Exercise details
Copy the whole listing below exactly.
↓
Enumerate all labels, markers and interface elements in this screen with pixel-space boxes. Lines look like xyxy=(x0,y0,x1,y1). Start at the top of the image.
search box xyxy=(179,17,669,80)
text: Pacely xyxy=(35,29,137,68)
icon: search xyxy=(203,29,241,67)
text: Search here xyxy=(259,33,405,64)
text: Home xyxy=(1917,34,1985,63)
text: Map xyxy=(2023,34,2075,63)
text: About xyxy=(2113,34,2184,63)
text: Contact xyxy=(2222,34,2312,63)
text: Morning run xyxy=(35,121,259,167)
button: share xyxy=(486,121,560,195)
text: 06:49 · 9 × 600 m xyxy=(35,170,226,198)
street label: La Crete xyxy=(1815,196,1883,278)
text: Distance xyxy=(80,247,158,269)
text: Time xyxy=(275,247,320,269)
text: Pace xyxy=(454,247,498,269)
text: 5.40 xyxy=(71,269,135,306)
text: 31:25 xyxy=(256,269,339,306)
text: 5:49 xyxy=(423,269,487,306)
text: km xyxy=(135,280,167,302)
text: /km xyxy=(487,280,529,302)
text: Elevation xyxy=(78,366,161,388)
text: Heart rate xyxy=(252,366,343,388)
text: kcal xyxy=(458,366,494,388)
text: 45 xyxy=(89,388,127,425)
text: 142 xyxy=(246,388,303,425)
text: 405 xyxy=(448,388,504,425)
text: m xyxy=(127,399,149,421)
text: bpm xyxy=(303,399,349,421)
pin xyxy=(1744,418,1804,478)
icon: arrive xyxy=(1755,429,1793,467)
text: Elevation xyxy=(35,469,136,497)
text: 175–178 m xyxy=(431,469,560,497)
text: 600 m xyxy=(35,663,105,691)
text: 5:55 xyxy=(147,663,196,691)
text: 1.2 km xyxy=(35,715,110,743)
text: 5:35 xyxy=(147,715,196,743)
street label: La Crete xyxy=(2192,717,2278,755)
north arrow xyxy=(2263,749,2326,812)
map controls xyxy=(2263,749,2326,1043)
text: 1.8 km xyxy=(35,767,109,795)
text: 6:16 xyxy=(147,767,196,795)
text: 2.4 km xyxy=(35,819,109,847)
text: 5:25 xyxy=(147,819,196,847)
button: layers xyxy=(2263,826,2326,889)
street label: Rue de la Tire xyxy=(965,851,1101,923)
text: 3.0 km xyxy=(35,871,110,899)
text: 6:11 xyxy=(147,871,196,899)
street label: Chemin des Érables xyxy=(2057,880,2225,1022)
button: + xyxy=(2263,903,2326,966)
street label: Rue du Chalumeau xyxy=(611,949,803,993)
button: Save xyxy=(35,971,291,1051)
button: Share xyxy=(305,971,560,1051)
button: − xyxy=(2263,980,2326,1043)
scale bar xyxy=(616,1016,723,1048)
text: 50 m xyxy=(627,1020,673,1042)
↑
Response below
Enumerate all labels, markers and interface elements in this screen with pixel-space boxes. Lines look like xyxy=(x0,y0,x1,y1). Start at the top of the image.
search box xyxy=(179,17,669,80)
text: Pacely xyxy=(35,29,137,68)
icon: search xyxy=(203,29,241,67)
text: Search here xyxy=(259,33,405,64)
text: Home xyxy=(1917,34,1985,63)
text: Map xyxy=(2023,34,2075,63)
text: About xyxy=(2113,34,2184,63)
text: Contact xyxy=(2222,34,2312,63)
text: Morning run xyxy=(35,121,259,167)
button: share xyxy=(486,121,560,195)
text: 06:49 · 9 × 600 m xyxy=(35,170,226,198)
street label: La Crete xyxy=(1815,196,1883,278)
text: Distance xyxy=(80,247,158,269)
text: Time xyxy=(275,247,320,269)
text: Pace xyxy=(454,247,498,269)
text: 5.40 xyxy=(71,269,135,306)
text: 31:25 xyxy=(256,269,339,306)
text: 5:49 xyxy=(423,269,487,306)
text: km xyxy=(135,280,167,302)
text: /km xyxy=(487,280,529,302)
text: Elevation xyxy=(78,366,161,388)
text: Heart rate xyxy=(252,366,343,388)
text: kcal xyxy=(458,366,494,388)
text: 45 xyxy=(89,388,127,425)
text: 142 xyxy=(246,388,303,425)
text: 405 xyxy=(448,388,504,425)
text: m xyxy=(127,399,149,421)
text: bpm xyxy=(303,399,349,421)
pin xyxy=(1744,418,1804,478)
icon: arrive xyxy=(1755,429,1793,467)
text: Elevation xyxy=(35,469,136,497)
text: 175–178 m xyxy=(431,469,560,497)
text: 600 m xyxy=(35,663,105,691)
text: 5:55 xyxy=(147,663,196,691)
text: 1.2 km xyxy=(35,715,110,743)
text: 5:35 xyxy=(147,715,196,743)
street label: La Crete xyxy=(2192,717,2278,755)
north arrow xyxy=(2263,749,2326,812)
map controls xyxy=(2263,749,2326,1043)
text: 1.8 km xyxy=(35,767,109,795)
text: 6:16 xyxy=(147,767,196,795)
text: 2.4 km xyxy=(35,819,109,847)
text: 5:25 xyxy=(147,819,196,847)
button: layers xyxy=(2263,826,2326,889)
street label: Rue de la Tire xyxy=(965,851,1101,923)
text: 3.0 km xyxy=(35,871,110,899)
text: 6:11 xyxy=(147,871,196,899)
street label: Chemin des Érables xyxy=(2057,880,2225,1022)
button: + xyxy=(2263,903,2326,966)
street label: Rue du Chalumeau xyxy=(611,949,803,993)
button: Save xyxy=(35,971,291,1051)
button: Share xyxy=(305,971,560,1051)
button: − xyxy=(2263,980,2326,1043)
scale bar xyxy=(616,1016,723,1048)
text: 50 m xyxy=(627,1020,673,1042)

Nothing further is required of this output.